Top of Data extract

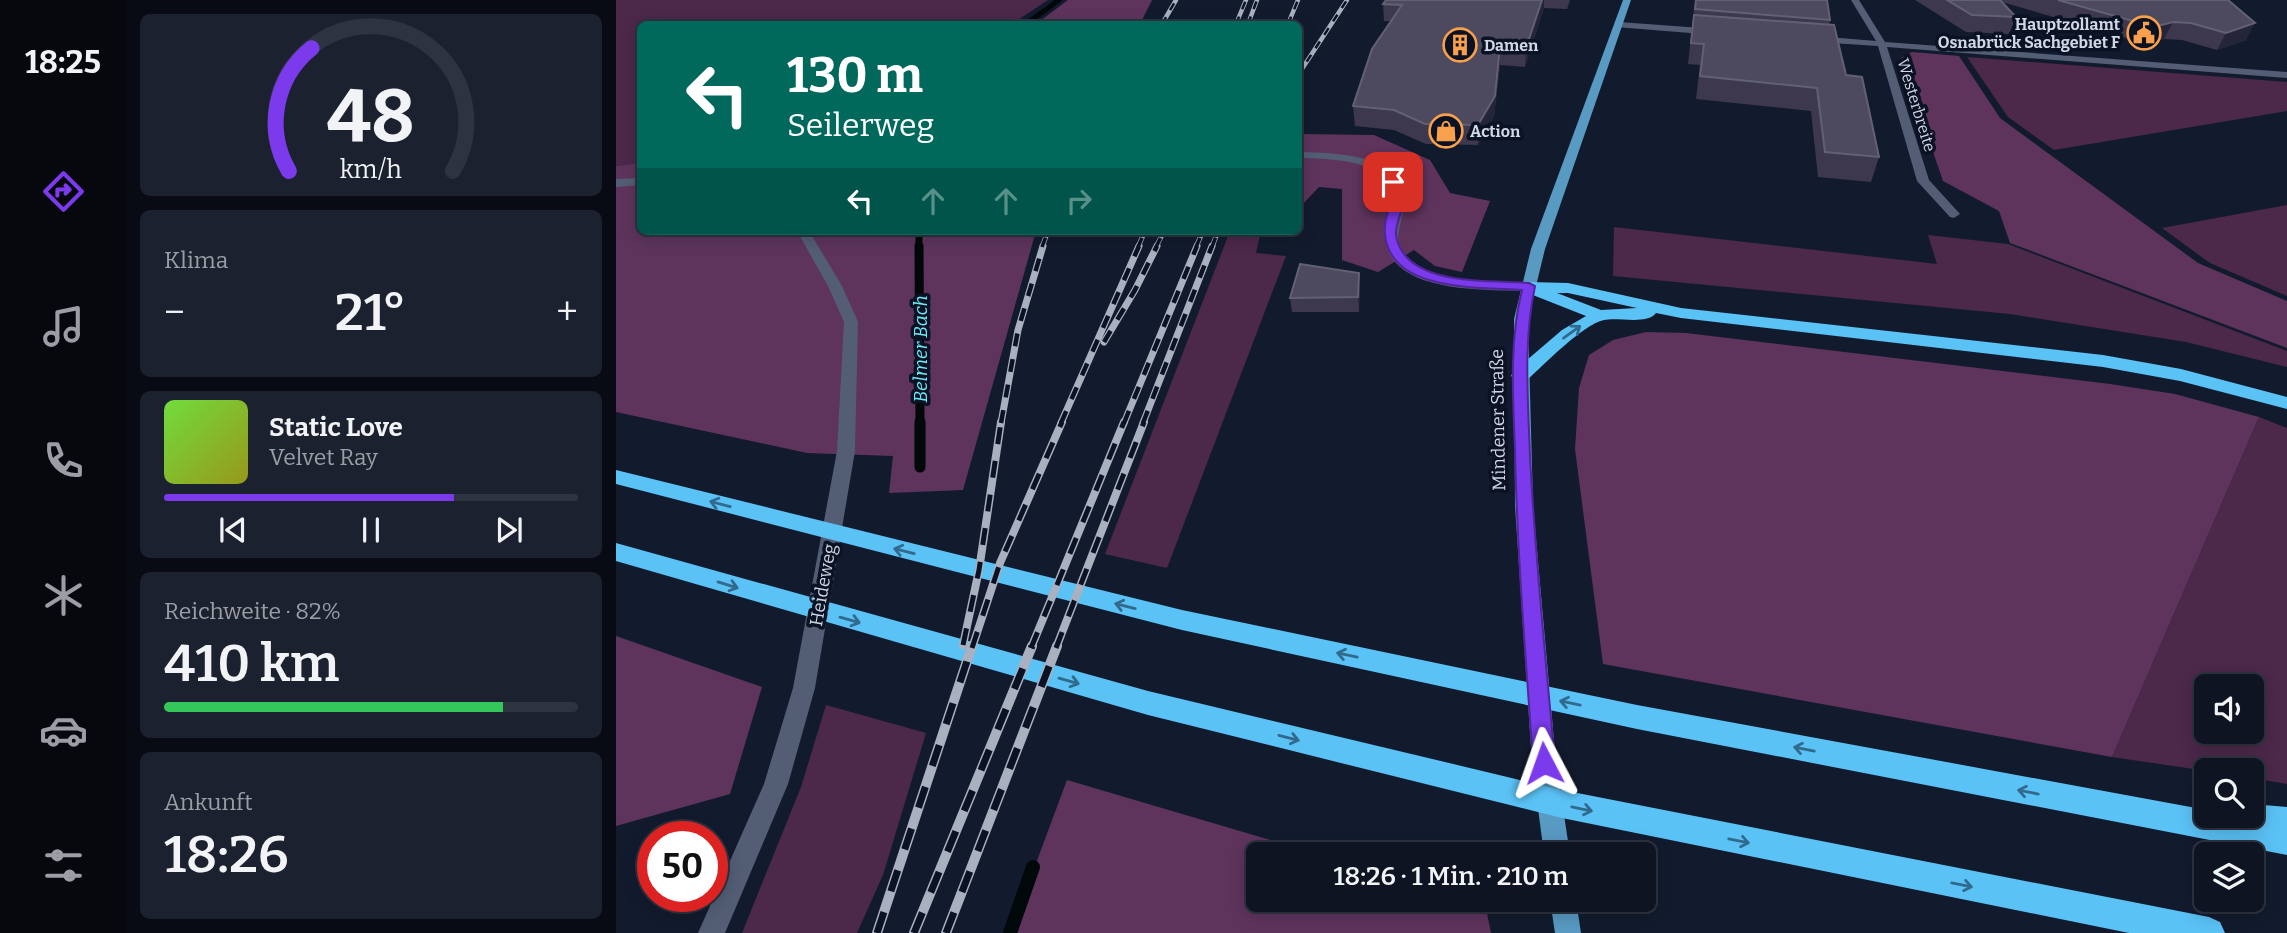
<!DOCTYPE html>
<html lang="de">
<meta charset="utf-8">
<style>
body{margin:0;font-family:Bitter,serif;background:#1c212f;color:#f1f3f6;height:100vh;display:flex;flex-direction:column;font-size:26px;white-space:nowrap}
*{box-sizing:border-box;margin:0}
p{font-size:23px;color:#9b9ea5}
.icon{flex:none;width:38px;height:38px;fill:none;stroke:currentColor;stroke-width:2;stroke-linecap:round;stroke-linejoin:round}
.map{position:relative;flex:1;overflow:hidden}
.details{display:flex;flex-direction:column;gap:14px;padding:14px;background:#080b13;width:490px}
.details>*{flex:none}
.top-card{position:absolute;left:21px;top:21px;width:665px;height:214px;border-radius:10px;box-shadow:0 4px 18px #0003,0 0 0 2px #2e3340;background:#00695c;color:#fff;overflow:hidden}
.controls{position:absolute;left:1578px;top:674px;display:grid;gap:14px}
.controls a{display:grid;place-items:center;width:70px;height:70px;border-radius:10px;background:#0e1422;box-shadow:0 4px 18px #0003,0 0 0 2px #2e3340;font-size:35px}
.speed{position:absolute;left:21px;top:821px;display:flex;gap:14px;font-size:35px;font-weight:700;text-align:center}
.speed>*{display:grid;place-content:center;width:91px;height:91px;border-radius:50%;background:#0e1422;box-shadow:0 4px 18px #0003,0 0 0 2px #2e3340;line-height:1}
.speed .limit{border:10px solid #d22;background:#fff;color:#111}
.pin{position:absolute;display:grid;place-items:center;width:60px;height:60px;color:#fff;margin:-30px;border-radius:14px;box-shadow:0 4px 10px #0006}
.me{position:absolute;width:77px;margin:-38px;rotate:356deg;stroke-linejoin:round;filter:drop-shadow(0 0 5px #0008)}
.turn{display:flex;align-items:center;gap:24px;height:147px;padding:0 35px;font-size:32px}
.turn .icon{width:91px;height:91px;stroke-width:2.5}
.turn b{display:block;font-size:49px;line-height:60px}
.lanes{display:flex;align-items:center;height:66px;padding:0 35px;background:#0003;justify-content:center;gap:35px;direction:ltr}
.lanes .off{opacity:.35}
.big{font-size:52px;font-weight:600;line-height:1.1}
.details .tile{flex:1;display:flex;flex-direction:column;justify-content:center;gap:10px;min-width:0;padding:0 24px;border-radius:10px;background:#1c212f}
.details .dial{align-items:center;gap:0}
.dial svg{height:182px;overflow:visible;fill:none;stroke:#2e3340;stroke-width:7;stroke-linecap:round;text-anchor:middle}
.dial text{fill:#f1f3f6;stroke:none}
.song{display:flex;align-items:center;gap:21px}
.cover{width:84px;height:84px;border-radius:10px;background:linear-gradient(135deg,hsl(100 70% 55%),hsl(60 70% 35%))}
.played{height:7px;border-radius:4px;background:linear-gradient(90deg,#7c3aed 70%,#2e3340 70%)}
.keys{display:flex;justify-content:space-around;direction:ltr}
.heat{display:flex;justify-content:space-between;align-items:center;font-size:38px;direction:ltr}
.charge{height:10px;border-radius:5px;background:linear-gradient(90deg,#34c759 82%,#2e3340 0)}
.trip{position:absolute;left:630px;top:842px;width:410px;height:70px;border-radius:10px;background:#0e1422;box-shadow:0 4px 18px #0003,0 0 0 2px #2e3340;font-weight:600;line-height:70px;text-align:center}
main{display:flex;flex:1;min-height:0}
.menu{display:flex;flex-direction:column;width:126px;justify-content:space-around;align-items:center;background:#06080e;color:#9b9ea5}
.menu .icon{width:49px;height:49px}
.menu .active{color:#7c3aed}
.menu b{font-size:32px;color:#f1f3f6}
.map>svg:first-child{display:block}
</style>
<main>
<nav class="menu">
<b>18:25</b>
<svg class="icon active" aria-label="directions" viewBox="0 0 24 24"><path d="M12 3l9 9-9 9-9-9zM9 14v-3h6M13 9l2 2-2 2"/></svg>
<svg class="icon" aria-label="music" viewBox="0 0 24 24"><path d="M9 18V5l10-2v13"/><circle cx="6" cy="18" r="3"/><circle cx="16" cy="16" r="3"/></svg>
<svg class="icon" aria-label="phone" viewBox="0 0 24 24"><path d="M5 4h4l2 5-3 2q2 4 5 5l2-3 5 2v4C11 20 4 13 5 4z"/></svg>
<svg class="icon" aria-label="climate" viewBox="0 0 24 24"><path d="M12 3v18M4 7l16 10M4 17L20 7"/></svg>
<svg class="icon" aria-label="car" viewBox="0 0 24 24"><path d="M5 17H2v-5l4-1 3-4h7l3 4 3 1v5h-3M9 17h6M6 11h13"/><circle cx="7" cy="17" r="2"/><circle cx="17" cy="17" r="2"/></svg>
<svg class="icon" aria-label="filters" viewBox="0 0 24 24"><path d="M4 7h16M4 17h16"/><circle cx="9" cy="7" r="2"/><circle cx="15" cy="17" r="2"/></svg>
</nav>
<section class="details">
<div class="tile dial"><svg viewBox="0 0 100 80">
<path d="M14 69A42 42 0 1 1 86 69"/>
<path d="M14 69A42 42 0 0 1 24 15" stroke="#7c3aed"/>
<text x="50" y="56" font-size="32" font-weight="700">48</text>
<text x="50" y="72" font-size="11">km/h</text>
</svg></div>
<div class="tile"><p>Klima</p>
<div class="heat"><a>−</a><b class="big">21°</b><a>+</a></div>
</div>
<div class="tile">
<div class="song"><i class="cover"></i><div><b>Static Love</b><p>Velvet Ray</p></div></div>
<div class="played"></div>
<div class="keys"><svg class="icon" aria-label="previous" viewBox="0 0 24 24"><path d="M18 5L8 12l10 7zM5 5v14"/></svg><svg class="icon" aria-label="pause" viewBox="0 0 24 24"><path d="M8 5v14M16 5v14"/></svg><svg class="icon" aria-label="next" viewBox="0 0 24 24"><path d="M6 5l10 7-10 7zM19 5v14"/></svg></div>
</div>
<div class="tile"><p>Reichweite · 82%</p><b class="big">410 km</b><div class="charge"></div></div>
<div class="tile"><p>Ankunft</p><b class="big">18:26</b></div>
</section>
<div class="map">
<svg width="1671" height="933" viewBox="0 0 1671 933">
<rect width="100%" height="100%" fill="#121b2e"/>
<g fill="#4c284b" fill-rule="evenodd">
<path d="M0,0H432L396,24H24V163L0,166Z"/>
<path d="M1351,57L1671,82V111L1438,150L1392,117Z"/>
<path d="M1671,205V296L1594,263L1546,228Z"/>
<path d="M998,227L1321,264L1312,235L1392,244L1671,351V367L1570,342L1394,314L997,276Z"/>
<path d="M614,231H645L640,253L670,256L551,568L489,554Z"/>
<path d="M1643,417L1671,428V784L1636,778V770L1591,771L1496,757ZM1591,686H1636V732H1591Z"/>
<path d="M210,705L310,733L267,875L241,933H126L185,787Z"/>
</g>
<g fill="#5e345d">
<path d="M452,0H536L524,24H420Z"/>
<path d="M1296,52L1343,56L1384,118L1582,263L1671,301V348L1394,243L1383,211L1327,181L1285,58Z"/>
<path d="M683,134L758,135L814,160L834,193L874,201L846,272L819,266L798,250L762,272L726,260V189L703,187L683,208Z"/>
<path d="M24,163V231H420L347,490L273,493L277,456L191,453L0,412V166Z"/>
<path d="M1030,332L1070,333L1494,384L1559,394L1643,417L1496,757L987,664L959,449L963,388L973,355L997,340Z"/>
<path d="M0,636L146,687L114,794L0,826Z"/>
<path d="M451,780L702,854H642V900H857L869,903L875,933H394Z"/>
</g>
<g fill="none" stroke-linecap="round" stroke-linejoin="round">
<path stroke="#010809" stroke-width="5" d="M410,24L443,0"/>
<path stroke="#010809" stroke-width="7" d="M303,231V247"/>
<path stroke="#010809" stroke-width="9" d="M303,246L304,423"/>
<path stroke="#010809" stroke-width="11" d="M304,422V467"/>
<path stroke="#010809" stroke-width="14" d="M394,933L417,867"/>
<g fill="#535e75" fill-rule="evenodd">
<path d="M1235,0H1243L1269,42L1671,72V78L1271,47L1313,180L1344,214L1338,218L1334,217L1301,181L1262,46L1200,42L1196,39L1200,36L1260,41Z"/>
<path d="M1003,22L1099,29L1103,32L1099,35L1000,27Z"/>
<path d="M682,152C718,153 793,153 788,206C786,225 775,241 790,257C813,284 880,282 913,283L920,287L913,291C876,290 811,292 783,266C762,246 773,229 776,206C781,158 714,159 682,158Z"/>
<path d="M0,179L24,178V185L0,187Z"/>
<path d="M181,231H193L226,286L242,322L239,451L199,688L172,784L109,933H82L148,784L177,688L221,451L228,322L212,286Z"/>
</g>
<g fill="#589ac2" fill-rule="evenodd">
<path d="M1007,0H1015L929,249L912,319L917,505L940,763L954,854H928L916,763L899,505L898,319L915,249Z"/>
<path d="M934,900H960L965,933H939Z"/>
</g>
<g fill="#5bc2f6" fill-rule="evenodd">
<path d="M913,282L952,283L1065,308L1487,355L1565,369L1671,397V409L1564,381L1487,367L1065,318L1040,313C1031,325 1003,317 988,320C966,325 929,364 911,380L904,382L895,376L897,372L946,330L970,316L907,291L905,287L907,283ZM941,293H952L1021,308L985,310Z"/>
<path d="M0,470L566,610L1021,705L1591,810V816H1636V804L1671,807V855L1021,729L566,630L0,484Z"/>
<path d="M0,543L532,691L946,790L1593,917L1604,922L1609,933H1513L946,818L532,715L0,561Z"/>
</g>
<defs>
<g id="rail-far4">
<path d="M546,24L560,0"/>
<path d="M620,24L630,0"/>
<path d="M632,24L641,0"/>
<path d="M672,24L682,0"/>
<path d="M682,75L731,0"/>
</g>
<g id="rail-far3">
<path d="M426,247L432,231"/>
<path d="M522,247L529,231"/>
<path d="M540,247L548,231"/>
<path d="M580,247L587,231"/>
<path d="M596,247L602,231"/>
</g>
<g id="rail-far2">
<path d="M488,342L519,290L541,246"/>
<path d="M385,423L402,330L427,246"/>
<path d="M445,423L523,246"/>
<path d="M508,423L581,246"/>
<path d="M527,423L596,246"/>
</g>
<g id="rail-far1">
<path d="M347,645L363,570L385,422"/>
<path d="M356,648L384,563L446,422"/>
<path d="M415,648L508,422"/>
<path d="M440,648L528,422"/>
</g>
<g id="rail">
<path d="M261,933L356,646"/>
<path d="M298,933L416,646"/>
<path d="M330,933L441,646"/>
</g>
</defs>
<use href="#rail-far4" stroke="#a9b0bf" stroke-width="4.5"/>
<use href="#rail-far3" stroke="#a9b0bf" stroke-width="5"/>
<use href="#rail-far2" stroke="#a9b0bf" stroke-width="7"/>
<use href="#rail-far1" stroke="#a9b0bf" stroke-width="8"/>
<use href="#rail" stroke="#a9b0bf" stroke-width="10"/>
<use href="#rail-far4" stroke="#0a1224" stroke-width="2.5" stroke-dasharray="8" stroke-linecap="butt"/>
<use href="#rail-far3" stroke="#0a1224" stroke-width="3.5" stroke-dasharray="10" stroke-linecap="butt"/>
<use href="#rail-far2" stroke="#0a1224" stroke-width="4.5" stroke-dasharray="13" stroke-linecap="butt"/>
<use href="#rail-far1" stroke="#0a1224" stroke-width="5" stroke-dasharray="17" stroke-linecap="butt"/>
<use href="#rail" stroke="#0a1224" stroke-width="7" stroke-dasharray="22" stroke-linecap="butt"/>
</g>
<g fill="#3d384d">
<path d="M770,0H954L951,9L928,8L909,67L884,65L878,116L862,145L810,144L778,130L739,126L737,106L775,21H768L767,4Z"/>
<path d="M1079,0H1211L1214,20L1213,25L1230,75L1263,157L1255,182L1202,177L1195,111L1080,99L1084,65L1072,64Z"/>
<path d="M1299,0H1612L1630,40L1601,50L1566,40L1548,39L1530,44L1386,2L1400,17L1393,34L1350,32Z"/>
<path d="M744,287L743,312H676L674,298Z"/>
</g>
<g fill="#25253a">
<path d="M926,0H928V8L909,67L910,48Z"/>
<path d="M1557,22L1548,39L1530,44L1538,27Z"/>
<path d="M1639,23L1630,40L1601,50L1610,33Z"/>
<path d="M884,46V65L878,116L862,145V125Z"/>
<path d="M743,273L744,287L743,312L742,297Z"/>
</g>
<g fill="#4d495e" stroke="#626073" stroke-width="2">
<path d="M770,0H926L910,48L884,46L879,96L862,125L809,124L778,110L737,106L756,49L786,5L767,4Z"/>
<path d="M1080,0H1211L1214,20L1079,9Z"/>
<path d="M1331,0H1384L1400,17L1356,15Z"/>
<path d="M1442,0H1612L1639,23L1610,33L1575,23L1557,22L1538,27Z"/>
<path d="M1078,15L1218,25L1230,75L1246,77L1263,157L1209,152L1201,88L1084,76L1088,44L1075,43Z"/>
<path d="M684,264L743,273L742,297L674,298Z"/>
</g>
<defs><path id="oneway-shaft" d="M-6 0H5M1.5-3L5.5 0L1.5 3" fill="none" stroke-width="1.6" stroke-linecap="round" stroke-linejoin="round" transform="scale(1.75)"/></defs>
<g stroke="#326a8d">
<use href="#oneway-shaft" transform="translate(956 332) rotate(-36)"/>
<use href="#oneway-shaft" transform="translate(104 504) rotate(-165)"/>
<use href="#oneway-shaft" transform="translate(288 551) rotate(-166)"/>
<use href="#oneway-shaft" transform="translate(112 585) rotate(17)"/>
<use href="#oneway-shaft" transform="translate(509 606) rotate(-166)"/>
<use href="#oneway-shaft" transform="translate(234 620) rotate(16)"/>
<use href="#oneway-shaft" transform="translate(731 655) rotate(-168)"/>
<use href="#oneway-shaft" transform="translate(453 681) rotate(16)"/>
<use href="#oneway-shaft" transform="translate(954 703) rotate(-168)"/>
<use href="#oneway-shaft" transform="translate(673 738) rotate(14)"/>
<use href="#oneway-shaft" transform="translate(1188 749) rotate(-169)"/>
<use href="#oneway-shaft" transform="translate(1412 792) rotate(-169)"/>
<use href="#oneway-shaft" transform="translate(966 809) rotate(12)"/>
<use href="#oneway-shaft" transform="translate(1123 841) rotate(11)"/>
<use href="#oneway-shaft" transform="translate(1346 885) rotate(11)"/>
</g>
<path fill="#7c3aed" stroke="#51269a" stroke-width="2" d="M777,179L783,182C785,189 788,196 787,203C786,214 779,224 780,235C788,287 872,280 913,283L919,286C907,342 912,399 914,456C919,558 930,661 939,763L935,770L928,773L920,770L917,763C910,658 901,554 899,449C897,396 893,342 906,290C862,287 774,292 769,234C766,213 780,210 772,182Z"/>
<defs>
<symbol id="civic-ring" viewBox="-11 -11 22 22"><circle r="9.5" fill="#0a1224" stroke="#f9a04c" stroke-width="1.5"/><path d="M-.6-6.5H3V-4.5H.6V-3L4-1V1h2V6H-6V1h2V-1L-.6-3ZM-1.2 2.5V6h2.4V2.5Z" fill="#f9a04c"/></symbol>
<symbol id="building-ring" viewBox="-11 -11 22 22"><circle r="9.5" fill="#0a1224" stroke="#f9a04c" stroke-width="1.5"/><path d="M-4-6H4V6H1V3H-1V6H-4ZM-2.5-4.3h1.7v1.8h-1.7ZM.8-4.3h1.7v1.8H.8ZM-2.5-1h1.7V.8h-1.7ZM.8-1h1.7V.8H.8Z" fill="#f9a04c"/></symbol>
<symbol id="shop-ring" viewBox="-11 -11 22 22"><circle r="9.5" fill="#0a1224" stroke="#f9a04c" stroke-width="1.5"/><path d="M-5-2.5h2.3a2.7 3.5 0 0 1 5.4 0H5L5.5 6h-11ZM-1.5-2.5h3a1.5 2.3 0 0 0-3 0Z" fill="#f9a04c"/></symbol>
</defs>
<g fill-rule="evenodd">
<use href="#civic-ring" x="1509" y="14" width="38" height="38"/>
<use href="#building-ring" x="825" y="26" width="38" height="38"/>
<use href="#shop-ring" x="811" y="112" width="38" height="38"/>
</g>
<g text-anchor="middle" stroke-width="7" stroke-linejoin="round" paint-order="stroke">
<g font-size="16" font-weight="bold" fill="#d1d8e5" stroke="#0a1224" text-anchor="start">
<text x="1504" y="30" text-anchor="end">Hauptzollamt<tspan x="1504" dy="18">Osnabrück Sachgebiet F</tspan></text>
<text x="868" y="51">Damen</text>
<text x="854" y="137">Action</text>
</g>
<g font-size="16" fill="#d1d8e5" stroke="#0a1224">
<text transform="translate(1301 105) rotate(73)" y="6">Westerbreite</text>
</g>
<g font-size="18" fill="#d1d8e5" stroke="#0a1224">
<text transform="translate(882 420) rotate(-91)" y="6">Mindener Straße</text>
<text transform="translate(207 585) rotate(-80)" y="6">Heideweg</text>
</g>
<g font-size="19" font-style="italic" fill="#6aecf6" stroke="#0a1224">
<text transform="translate(304 349) rotate(-90)" y="7">Belmer Bach</text>
</g>
</g>
</svg>
<div class="controls">
<a><svg class="icon" aria-label="sound" viewBox="0 0 24 24"><path d="M4 9h4l5-4v14l-5-4H4zM17 9q2 3 0 6"/></svg></a>
<a><svg class="icon" aria-label="search" viewBox="0 0 24 24"><circle cx="10" cy="10" r="6"/><path d="M15 15l6 6"/></svg></a>
<a><svg class="icon" aria-label="layers" viewBox="0 0 24 24"><path d="M12 4l9 5-9 5-9-5zM3 14l9 5 9-5"/></svg></a>
</div>
<div class="speed"><div class="limit">50</div></div>
<div class="pin" style="left:777px;top:182px;background:#d93025"><svg class="icon" aria-label="arrive" viewBox="0 0 24 24"><path d="M6 21V4h12l-3 4 3 4H6"/></svg></div>
<svg class="me" style="left:928px;top:763px" viewBox="-20 -20 40 40"><path d="M0-17L14 15 0 8-14 15z" fill="#7c3aed" stroke="#fff" stroke-width="4"/></svg>
<div class="trip">18:26 · 1 Min. · 210 m</div>
<div class="top-card">
<div class="turn"><svg class="icon" aria-label="left" viewBox="0 0 24 24"><path d="M17 20v-9H6M10 6l-5 5 5 5"/></svg><div><b>130 m</b>Seilerweg</div></div>
<div class="lanes"><svg class="icon" aria-label="left" viewBox="0 0 24 24"><path d="M17 20v-9H6M10 6l-5 5 5 5"/></svg><svg class="icon off" aria-label="ahead" viewBox="0 0 24 24"><path d="M12 20V5M6 11l6-6 6 6"/></svg><svg class="icon off" aria-label="ahead" viewBox="0 0 24 24"><path d="M12 20V5M6 11l6-6 6 6"/></svg><svg class="icon off" aria-label="right" viewBox="0 0 24 24"><path d="M7 20v-9h11M14 6l5 5-5 5"/></svg></div>
</div>
</div>
</main>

Bottom of Data extract

What the task asks – With "heat" as the word to match, copy each line of the records that has it.

Answer to this exercise –
.heat{display:flex;justify-content:space-between;align-items:center;font-size:38px;direction:ltr}
<div class="heat"><a>−</a><b class="big">21°</b><a>+</a></div>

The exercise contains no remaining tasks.